Missing Information:
The provided text does not contain any information regarding:
- A table of acceptance criteria and reported device performance.
- Sample sizes used for a test set, nor data provenance.
- Number of experts used to establish ground truth or their qualifications.
- Adjudication method.
- Multi-reader multi-case (MRMC) comparative effectiveness study, or any effect size for human reader improvement.
- Standalone performance study (algorithm only without human-in-the-loop).
- Type of ground truth used (e.g., expert consensus, pathology, outcomes data).
- Sample size for the training set.
- How ground truth for the training set was established.

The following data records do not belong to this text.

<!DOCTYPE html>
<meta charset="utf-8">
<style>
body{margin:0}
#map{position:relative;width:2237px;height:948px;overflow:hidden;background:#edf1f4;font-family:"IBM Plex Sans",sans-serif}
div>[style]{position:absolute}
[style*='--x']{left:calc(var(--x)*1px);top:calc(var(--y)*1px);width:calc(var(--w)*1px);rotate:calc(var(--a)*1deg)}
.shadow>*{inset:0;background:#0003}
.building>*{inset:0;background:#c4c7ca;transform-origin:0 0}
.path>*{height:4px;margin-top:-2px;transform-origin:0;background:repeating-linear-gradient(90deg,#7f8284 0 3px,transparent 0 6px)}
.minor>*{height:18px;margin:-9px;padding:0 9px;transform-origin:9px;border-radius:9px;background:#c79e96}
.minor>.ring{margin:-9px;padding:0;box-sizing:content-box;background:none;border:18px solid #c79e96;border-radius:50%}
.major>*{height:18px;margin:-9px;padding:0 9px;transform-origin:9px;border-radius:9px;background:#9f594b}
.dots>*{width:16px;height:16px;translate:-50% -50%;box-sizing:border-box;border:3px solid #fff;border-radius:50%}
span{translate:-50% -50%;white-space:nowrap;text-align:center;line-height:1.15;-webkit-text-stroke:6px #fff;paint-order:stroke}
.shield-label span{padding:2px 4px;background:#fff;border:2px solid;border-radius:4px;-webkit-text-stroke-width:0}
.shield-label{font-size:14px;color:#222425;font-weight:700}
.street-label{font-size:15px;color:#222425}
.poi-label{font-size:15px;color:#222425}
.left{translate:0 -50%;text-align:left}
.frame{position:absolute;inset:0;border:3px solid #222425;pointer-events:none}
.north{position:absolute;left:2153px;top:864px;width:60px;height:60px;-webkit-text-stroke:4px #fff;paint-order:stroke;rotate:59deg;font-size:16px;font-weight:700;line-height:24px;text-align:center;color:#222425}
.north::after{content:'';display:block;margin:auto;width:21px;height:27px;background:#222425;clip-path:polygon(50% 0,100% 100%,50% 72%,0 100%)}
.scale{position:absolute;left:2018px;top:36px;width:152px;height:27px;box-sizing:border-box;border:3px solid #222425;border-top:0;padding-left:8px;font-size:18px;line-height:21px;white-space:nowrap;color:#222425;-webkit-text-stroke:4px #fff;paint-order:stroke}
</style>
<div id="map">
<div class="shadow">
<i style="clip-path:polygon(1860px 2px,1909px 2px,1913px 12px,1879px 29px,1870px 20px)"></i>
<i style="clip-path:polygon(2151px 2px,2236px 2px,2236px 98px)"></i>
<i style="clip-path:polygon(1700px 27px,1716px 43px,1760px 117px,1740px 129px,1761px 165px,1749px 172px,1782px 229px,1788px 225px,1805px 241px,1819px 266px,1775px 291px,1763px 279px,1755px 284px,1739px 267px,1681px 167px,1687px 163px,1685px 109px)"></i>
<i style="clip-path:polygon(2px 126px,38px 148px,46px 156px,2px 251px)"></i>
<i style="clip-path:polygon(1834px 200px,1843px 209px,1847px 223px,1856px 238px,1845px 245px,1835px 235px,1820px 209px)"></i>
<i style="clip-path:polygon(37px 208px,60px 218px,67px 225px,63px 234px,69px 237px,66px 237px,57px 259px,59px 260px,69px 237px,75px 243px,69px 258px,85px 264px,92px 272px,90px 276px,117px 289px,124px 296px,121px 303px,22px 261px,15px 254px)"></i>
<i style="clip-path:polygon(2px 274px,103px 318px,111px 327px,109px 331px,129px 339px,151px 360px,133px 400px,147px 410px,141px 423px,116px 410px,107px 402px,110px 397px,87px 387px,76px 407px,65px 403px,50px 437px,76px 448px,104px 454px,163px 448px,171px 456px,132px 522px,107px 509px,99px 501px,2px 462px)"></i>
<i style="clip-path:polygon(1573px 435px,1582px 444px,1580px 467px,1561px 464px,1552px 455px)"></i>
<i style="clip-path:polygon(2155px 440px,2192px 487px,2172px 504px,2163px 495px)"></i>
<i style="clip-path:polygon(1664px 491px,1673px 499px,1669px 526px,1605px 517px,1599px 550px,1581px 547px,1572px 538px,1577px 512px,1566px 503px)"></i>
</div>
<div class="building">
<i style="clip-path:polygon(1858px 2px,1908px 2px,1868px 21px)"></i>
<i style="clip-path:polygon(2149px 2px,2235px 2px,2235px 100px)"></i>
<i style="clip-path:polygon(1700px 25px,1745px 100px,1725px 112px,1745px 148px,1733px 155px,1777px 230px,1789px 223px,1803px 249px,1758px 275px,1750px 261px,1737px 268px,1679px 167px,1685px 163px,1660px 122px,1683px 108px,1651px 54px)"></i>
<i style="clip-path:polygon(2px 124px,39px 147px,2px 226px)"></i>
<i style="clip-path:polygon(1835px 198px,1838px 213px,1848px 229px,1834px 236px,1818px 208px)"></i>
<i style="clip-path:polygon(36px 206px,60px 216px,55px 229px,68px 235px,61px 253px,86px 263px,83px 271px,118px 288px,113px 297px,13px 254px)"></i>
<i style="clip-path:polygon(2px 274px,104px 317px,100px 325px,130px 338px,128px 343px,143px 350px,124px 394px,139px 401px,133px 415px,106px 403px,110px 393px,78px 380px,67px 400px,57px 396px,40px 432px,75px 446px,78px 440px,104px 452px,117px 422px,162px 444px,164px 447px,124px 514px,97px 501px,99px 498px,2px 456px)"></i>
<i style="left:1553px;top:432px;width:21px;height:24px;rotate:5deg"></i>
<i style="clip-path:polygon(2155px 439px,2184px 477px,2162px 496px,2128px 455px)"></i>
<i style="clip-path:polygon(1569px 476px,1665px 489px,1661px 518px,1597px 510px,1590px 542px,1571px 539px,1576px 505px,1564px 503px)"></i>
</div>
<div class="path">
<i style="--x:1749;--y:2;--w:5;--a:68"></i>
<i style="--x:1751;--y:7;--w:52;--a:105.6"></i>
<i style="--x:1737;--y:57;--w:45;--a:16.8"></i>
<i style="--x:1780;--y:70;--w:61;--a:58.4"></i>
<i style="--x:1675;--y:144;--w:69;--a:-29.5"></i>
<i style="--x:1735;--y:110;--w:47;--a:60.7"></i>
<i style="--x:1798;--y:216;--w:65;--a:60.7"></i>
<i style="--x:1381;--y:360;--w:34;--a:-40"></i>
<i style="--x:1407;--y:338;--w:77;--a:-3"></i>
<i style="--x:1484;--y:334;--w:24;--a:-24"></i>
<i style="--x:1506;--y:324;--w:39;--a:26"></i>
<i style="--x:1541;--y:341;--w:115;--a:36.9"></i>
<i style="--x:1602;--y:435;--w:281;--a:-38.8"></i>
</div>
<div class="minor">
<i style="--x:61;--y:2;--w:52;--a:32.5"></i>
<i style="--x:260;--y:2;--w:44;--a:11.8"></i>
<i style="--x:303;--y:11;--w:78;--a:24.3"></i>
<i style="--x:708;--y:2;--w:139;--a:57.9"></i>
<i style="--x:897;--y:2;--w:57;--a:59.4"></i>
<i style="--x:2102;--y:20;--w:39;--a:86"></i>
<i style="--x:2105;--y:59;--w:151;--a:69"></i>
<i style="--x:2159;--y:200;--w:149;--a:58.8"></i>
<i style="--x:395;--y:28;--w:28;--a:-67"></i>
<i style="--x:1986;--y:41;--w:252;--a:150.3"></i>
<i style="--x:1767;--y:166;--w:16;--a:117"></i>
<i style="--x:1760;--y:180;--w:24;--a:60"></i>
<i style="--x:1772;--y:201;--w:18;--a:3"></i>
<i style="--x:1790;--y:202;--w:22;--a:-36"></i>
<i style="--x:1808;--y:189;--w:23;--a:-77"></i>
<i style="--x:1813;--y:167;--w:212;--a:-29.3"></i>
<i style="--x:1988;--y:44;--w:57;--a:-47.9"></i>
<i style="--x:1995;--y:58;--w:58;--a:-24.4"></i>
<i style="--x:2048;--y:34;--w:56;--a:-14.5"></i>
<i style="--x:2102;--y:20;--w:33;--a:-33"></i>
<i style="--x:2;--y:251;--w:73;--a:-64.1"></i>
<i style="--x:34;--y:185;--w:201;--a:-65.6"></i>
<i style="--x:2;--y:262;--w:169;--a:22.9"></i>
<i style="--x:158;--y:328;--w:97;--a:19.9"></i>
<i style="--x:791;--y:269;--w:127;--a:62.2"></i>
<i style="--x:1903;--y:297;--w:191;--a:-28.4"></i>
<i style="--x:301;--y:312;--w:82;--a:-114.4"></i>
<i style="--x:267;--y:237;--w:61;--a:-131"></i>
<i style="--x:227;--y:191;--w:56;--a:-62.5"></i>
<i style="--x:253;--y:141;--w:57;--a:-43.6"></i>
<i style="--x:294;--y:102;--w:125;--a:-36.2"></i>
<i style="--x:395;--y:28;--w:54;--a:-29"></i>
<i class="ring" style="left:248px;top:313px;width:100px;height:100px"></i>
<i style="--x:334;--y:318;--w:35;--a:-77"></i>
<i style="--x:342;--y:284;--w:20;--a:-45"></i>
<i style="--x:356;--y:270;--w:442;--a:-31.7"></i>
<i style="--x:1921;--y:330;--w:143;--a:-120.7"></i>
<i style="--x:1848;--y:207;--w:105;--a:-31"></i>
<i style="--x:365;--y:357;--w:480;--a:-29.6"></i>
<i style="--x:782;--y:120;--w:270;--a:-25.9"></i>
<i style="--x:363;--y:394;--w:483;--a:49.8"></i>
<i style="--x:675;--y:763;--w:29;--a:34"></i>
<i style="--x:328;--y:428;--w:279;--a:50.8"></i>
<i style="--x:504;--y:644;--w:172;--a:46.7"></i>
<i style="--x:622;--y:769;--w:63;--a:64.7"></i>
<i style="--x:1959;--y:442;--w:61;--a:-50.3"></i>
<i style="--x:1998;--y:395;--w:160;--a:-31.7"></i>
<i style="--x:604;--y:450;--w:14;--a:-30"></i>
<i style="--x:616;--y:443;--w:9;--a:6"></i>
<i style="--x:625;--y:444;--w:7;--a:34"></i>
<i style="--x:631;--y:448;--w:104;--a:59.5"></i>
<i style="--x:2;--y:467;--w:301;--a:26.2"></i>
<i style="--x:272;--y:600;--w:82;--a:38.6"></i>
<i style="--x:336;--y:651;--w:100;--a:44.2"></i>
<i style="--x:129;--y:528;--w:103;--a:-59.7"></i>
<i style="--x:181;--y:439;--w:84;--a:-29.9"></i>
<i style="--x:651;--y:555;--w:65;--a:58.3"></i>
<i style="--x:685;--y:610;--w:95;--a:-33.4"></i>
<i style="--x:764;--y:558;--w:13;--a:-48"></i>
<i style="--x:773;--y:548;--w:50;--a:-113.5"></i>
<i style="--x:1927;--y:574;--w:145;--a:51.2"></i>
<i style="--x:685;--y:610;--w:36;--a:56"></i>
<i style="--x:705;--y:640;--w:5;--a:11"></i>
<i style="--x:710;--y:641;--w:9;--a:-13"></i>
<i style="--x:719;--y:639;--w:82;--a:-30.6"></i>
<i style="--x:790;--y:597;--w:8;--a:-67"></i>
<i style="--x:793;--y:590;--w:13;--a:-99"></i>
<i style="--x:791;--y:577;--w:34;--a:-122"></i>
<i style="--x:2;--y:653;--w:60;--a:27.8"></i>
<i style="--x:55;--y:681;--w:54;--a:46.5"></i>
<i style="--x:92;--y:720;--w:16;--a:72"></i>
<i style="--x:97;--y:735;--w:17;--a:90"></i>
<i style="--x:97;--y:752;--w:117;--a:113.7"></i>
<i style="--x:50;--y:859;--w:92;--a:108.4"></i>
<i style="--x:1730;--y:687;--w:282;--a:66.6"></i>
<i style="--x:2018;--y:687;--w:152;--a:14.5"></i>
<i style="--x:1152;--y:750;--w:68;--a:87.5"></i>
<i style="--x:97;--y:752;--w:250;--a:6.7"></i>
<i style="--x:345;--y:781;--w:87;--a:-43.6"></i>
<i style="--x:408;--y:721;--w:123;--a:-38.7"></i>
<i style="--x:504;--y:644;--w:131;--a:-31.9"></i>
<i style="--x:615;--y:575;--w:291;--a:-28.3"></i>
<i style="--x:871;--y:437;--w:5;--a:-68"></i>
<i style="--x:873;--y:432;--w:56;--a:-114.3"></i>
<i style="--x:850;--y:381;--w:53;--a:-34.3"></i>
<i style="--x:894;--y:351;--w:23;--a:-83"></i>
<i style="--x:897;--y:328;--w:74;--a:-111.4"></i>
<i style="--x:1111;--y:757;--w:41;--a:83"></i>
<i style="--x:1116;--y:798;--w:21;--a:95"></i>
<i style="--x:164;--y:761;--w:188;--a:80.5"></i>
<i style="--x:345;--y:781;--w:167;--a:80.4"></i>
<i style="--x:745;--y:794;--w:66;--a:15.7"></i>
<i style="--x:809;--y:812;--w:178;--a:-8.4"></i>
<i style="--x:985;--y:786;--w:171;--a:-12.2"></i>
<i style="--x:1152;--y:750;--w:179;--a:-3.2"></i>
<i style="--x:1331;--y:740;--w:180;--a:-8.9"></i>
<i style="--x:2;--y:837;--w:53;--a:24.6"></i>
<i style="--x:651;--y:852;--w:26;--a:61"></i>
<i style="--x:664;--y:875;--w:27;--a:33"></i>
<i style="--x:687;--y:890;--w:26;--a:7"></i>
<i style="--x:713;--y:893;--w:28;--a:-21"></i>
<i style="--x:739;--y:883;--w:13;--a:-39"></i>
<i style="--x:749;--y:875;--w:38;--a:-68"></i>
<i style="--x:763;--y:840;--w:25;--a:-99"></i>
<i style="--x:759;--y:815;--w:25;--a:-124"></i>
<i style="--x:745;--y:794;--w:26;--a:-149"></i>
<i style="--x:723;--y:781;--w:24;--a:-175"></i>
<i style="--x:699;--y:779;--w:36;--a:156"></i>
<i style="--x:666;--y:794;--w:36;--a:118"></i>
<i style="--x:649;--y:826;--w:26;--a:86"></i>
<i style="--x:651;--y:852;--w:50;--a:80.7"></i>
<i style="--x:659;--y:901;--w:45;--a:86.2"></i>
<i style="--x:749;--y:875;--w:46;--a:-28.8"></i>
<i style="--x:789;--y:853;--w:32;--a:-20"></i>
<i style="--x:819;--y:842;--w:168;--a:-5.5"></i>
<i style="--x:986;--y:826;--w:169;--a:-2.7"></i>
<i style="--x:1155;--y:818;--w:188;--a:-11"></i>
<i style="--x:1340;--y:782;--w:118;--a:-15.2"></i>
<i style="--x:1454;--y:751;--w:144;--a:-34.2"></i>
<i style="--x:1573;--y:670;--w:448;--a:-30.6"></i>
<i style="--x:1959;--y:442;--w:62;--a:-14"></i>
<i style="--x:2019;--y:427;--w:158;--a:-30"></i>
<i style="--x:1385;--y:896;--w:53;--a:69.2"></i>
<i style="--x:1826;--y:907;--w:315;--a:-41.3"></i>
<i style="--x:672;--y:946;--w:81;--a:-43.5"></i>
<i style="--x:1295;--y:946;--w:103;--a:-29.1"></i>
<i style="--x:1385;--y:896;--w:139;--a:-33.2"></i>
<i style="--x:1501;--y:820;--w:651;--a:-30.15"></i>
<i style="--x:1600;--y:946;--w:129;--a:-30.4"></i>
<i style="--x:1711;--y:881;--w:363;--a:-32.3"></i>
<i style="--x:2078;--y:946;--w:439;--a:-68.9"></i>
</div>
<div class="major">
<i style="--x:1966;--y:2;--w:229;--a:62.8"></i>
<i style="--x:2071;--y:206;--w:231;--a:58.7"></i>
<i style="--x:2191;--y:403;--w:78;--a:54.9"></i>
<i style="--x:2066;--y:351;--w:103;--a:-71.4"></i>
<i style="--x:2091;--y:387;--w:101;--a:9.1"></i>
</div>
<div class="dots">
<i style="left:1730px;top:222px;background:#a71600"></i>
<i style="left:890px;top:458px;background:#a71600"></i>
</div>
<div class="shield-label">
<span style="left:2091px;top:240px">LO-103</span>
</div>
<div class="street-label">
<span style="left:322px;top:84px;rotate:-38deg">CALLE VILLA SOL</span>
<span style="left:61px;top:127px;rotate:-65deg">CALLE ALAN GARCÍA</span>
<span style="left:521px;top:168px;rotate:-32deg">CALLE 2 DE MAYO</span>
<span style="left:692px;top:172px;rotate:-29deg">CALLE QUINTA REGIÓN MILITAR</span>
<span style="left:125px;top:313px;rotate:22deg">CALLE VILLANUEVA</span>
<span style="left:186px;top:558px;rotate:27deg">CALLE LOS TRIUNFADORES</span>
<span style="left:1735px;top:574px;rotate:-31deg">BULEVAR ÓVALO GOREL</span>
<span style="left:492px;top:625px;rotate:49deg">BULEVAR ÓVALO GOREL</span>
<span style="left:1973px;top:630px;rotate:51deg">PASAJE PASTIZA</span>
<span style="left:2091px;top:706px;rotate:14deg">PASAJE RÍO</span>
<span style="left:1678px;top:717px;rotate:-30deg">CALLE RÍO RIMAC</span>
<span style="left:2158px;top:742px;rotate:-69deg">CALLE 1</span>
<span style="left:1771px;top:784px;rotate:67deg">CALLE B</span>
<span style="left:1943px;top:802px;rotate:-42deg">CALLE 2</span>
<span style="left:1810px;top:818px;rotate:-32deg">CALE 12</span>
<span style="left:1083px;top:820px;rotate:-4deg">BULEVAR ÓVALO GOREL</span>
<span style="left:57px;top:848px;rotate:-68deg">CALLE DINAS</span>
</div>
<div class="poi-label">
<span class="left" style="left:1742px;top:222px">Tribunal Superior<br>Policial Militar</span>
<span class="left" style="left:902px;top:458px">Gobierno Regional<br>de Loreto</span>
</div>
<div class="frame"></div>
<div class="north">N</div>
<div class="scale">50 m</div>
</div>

This document serves as an FDA clearance letter based on substantial equivalence to an existing device, implying that the safety and effectiveness were demonstrated by comparison to the predicate, rather than through new, independent clinical performance studies detailed in this specific document. Such information would typically be in a separate clinical study report or a more detailed submission accessible during the 510(k) review process, but not typically summarized in the public-facing "Summary of Safety and Effectiveness" or the FDA clearance letter itself.